[Provided entries Boundary: Start]

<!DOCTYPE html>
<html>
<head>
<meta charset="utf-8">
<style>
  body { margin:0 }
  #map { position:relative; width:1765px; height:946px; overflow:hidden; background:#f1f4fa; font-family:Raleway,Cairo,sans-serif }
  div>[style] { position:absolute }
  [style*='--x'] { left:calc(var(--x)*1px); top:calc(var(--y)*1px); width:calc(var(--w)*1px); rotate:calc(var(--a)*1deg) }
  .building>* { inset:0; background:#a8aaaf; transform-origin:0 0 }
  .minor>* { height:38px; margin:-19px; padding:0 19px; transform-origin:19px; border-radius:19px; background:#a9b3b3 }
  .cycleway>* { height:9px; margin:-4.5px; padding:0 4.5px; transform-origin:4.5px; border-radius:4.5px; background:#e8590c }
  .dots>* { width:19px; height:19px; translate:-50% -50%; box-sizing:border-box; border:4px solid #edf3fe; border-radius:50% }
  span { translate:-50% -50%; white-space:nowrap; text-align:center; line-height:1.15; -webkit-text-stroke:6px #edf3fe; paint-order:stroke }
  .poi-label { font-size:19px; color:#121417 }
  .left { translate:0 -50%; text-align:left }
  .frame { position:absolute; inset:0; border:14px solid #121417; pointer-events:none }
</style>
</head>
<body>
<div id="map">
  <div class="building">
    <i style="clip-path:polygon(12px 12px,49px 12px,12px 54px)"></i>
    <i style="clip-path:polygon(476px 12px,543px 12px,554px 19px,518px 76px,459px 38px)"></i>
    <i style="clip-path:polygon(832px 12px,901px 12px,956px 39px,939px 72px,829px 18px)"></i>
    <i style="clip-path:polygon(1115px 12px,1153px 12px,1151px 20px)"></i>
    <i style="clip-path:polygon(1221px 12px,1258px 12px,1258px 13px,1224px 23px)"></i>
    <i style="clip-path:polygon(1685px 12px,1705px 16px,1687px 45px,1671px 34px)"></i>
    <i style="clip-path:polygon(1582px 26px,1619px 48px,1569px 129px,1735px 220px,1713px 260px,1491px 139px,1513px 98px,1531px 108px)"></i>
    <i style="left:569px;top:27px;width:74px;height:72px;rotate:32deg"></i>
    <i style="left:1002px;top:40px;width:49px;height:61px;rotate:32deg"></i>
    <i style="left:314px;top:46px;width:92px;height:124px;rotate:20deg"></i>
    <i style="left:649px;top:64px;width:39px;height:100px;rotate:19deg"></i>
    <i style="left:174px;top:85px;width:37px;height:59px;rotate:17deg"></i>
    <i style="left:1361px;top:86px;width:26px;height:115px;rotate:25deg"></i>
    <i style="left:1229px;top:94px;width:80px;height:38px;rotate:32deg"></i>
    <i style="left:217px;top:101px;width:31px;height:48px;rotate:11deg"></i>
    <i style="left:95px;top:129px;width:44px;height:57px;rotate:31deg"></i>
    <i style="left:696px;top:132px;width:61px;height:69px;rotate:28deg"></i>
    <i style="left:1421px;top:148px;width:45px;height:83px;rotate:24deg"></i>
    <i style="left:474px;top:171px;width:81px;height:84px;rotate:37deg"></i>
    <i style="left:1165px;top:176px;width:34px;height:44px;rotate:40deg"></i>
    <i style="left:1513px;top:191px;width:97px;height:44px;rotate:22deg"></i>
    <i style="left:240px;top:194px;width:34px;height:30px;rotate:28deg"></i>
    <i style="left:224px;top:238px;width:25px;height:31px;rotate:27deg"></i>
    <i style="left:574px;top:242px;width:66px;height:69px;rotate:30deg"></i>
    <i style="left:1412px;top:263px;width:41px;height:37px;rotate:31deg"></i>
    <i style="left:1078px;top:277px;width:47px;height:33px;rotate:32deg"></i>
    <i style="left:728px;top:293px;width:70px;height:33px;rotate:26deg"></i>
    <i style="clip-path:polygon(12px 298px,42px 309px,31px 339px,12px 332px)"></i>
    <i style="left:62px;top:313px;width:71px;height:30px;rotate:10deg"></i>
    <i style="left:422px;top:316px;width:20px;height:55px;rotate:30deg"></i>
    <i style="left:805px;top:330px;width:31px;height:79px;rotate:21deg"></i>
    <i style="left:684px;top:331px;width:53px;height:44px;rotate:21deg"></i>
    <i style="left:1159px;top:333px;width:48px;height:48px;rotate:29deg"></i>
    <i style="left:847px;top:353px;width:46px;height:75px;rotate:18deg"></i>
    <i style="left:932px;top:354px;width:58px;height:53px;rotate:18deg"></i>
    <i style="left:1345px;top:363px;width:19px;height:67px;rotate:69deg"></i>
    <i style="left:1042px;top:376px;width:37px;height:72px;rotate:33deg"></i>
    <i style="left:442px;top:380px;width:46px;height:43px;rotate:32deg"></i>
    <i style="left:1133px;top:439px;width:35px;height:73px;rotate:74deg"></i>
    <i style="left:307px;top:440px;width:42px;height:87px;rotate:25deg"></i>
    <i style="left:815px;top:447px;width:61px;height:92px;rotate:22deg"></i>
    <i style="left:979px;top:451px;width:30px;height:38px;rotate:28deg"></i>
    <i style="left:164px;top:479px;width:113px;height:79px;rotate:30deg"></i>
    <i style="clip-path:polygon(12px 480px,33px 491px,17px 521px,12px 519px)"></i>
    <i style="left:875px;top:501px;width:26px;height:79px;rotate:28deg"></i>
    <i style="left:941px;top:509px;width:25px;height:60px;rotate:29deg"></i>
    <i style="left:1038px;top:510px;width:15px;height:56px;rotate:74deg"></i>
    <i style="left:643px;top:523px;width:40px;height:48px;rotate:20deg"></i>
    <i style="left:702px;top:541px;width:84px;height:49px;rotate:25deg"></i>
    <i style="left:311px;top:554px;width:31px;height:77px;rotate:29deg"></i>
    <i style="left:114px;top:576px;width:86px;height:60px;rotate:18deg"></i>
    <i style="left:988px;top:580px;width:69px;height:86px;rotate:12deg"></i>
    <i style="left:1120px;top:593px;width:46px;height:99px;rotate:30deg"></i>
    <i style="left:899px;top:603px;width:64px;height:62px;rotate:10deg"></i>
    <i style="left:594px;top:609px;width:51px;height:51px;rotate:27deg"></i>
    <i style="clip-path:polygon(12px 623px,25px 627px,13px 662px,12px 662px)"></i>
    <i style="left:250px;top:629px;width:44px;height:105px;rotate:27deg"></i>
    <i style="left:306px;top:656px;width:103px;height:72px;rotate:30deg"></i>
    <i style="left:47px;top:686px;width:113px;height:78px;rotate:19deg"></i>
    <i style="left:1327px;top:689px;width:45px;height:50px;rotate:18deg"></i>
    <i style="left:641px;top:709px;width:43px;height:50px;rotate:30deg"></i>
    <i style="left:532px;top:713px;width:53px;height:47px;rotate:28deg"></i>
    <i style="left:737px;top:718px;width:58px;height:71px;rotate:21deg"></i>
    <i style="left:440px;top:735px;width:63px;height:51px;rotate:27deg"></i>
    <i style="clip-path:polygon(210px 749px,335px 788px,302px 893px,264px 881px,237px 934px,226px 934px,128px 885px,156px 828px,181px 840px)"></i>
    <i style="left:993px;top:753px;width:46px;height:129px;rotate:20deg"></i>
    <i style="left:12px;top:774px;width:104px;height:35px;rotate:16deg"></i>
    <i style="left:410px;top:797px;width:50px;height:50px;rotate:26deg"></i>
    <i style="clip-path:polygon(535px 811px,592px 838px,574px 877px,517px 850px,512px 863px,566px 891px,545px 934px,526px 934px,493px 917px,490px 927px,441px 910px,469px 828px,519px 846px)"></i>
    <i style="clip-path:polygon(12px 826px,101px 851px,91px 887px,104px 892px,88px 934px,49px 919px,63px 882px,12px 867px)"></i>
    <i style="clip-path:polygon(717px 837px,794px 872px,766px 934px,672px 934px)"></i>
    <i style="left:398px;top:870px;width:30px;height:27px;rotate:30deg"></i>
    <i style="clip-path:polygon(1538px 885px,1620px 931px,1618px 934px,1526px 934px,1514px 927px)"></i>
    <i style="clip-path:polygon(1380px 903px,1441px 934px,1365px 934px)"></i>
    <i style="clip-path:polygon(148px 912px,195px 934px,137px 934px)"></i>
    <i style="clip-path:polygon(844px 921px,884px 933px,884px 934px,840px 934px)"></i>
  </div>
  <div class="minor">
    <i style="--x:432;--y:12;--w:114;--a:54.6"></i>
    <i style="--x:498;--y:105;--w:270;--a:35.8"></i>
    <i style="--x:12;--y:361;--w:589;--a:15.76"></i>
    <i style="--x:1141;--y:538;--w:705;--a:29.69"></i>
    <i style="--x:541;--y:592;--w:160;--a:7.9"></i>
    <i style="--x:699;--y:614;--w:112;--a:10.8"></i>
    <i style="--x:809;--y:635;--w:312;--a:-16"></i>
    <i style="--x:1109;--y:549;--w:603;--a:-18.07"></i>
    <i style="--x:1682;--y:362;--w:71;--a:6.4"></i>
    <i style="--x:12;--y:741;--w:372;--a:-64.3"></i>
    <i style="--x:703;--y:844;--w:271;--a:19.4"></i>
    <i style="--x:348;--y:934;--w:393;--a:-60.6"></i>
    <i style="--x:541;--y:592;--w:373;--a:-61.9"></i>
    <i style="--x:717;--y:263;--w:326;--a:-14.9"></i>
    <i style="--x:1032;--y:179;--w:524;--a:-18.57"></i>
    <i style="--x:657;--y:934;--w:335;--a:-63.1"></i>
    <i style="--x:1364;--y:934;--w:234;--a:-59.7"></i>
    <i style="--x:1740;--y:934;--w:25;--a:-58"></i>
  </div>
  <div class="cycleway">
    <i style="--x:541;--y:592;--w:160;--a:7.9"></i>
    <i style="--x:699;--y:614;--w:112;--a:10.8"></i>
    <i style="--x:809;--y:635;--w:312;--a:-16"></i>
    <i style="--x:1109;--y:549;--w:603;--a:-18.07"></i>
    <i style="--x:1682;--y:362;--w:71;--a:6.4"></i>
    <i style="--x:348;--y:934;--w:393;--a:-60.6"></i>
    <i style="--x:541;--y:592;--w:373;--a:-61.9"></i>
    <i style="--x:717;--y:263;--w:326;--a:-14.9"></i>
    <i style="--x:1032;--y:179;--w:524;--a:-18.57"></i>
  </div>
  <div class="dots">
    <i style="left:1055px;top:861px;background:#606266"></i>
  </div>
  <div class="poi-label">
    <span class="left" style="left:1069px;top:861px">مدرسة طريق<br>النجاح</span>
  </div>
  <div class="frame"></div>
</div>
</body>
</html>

[Provided entries Boundary: End]

## Brief
Search the entries above for the word "padding", and copy every line where it occurs.

## Written solution
  .minor>* { height:38px; margin:-19px; padding:0 19px; transform-origin:19px; border-radius:19px; background:#a9b3b3 }
  .cycleway>* { height:9px; margin:-4.5px; padding:0 4.5px; transform-origin:4.5px; border-radius:4.5px; background:#e8590c }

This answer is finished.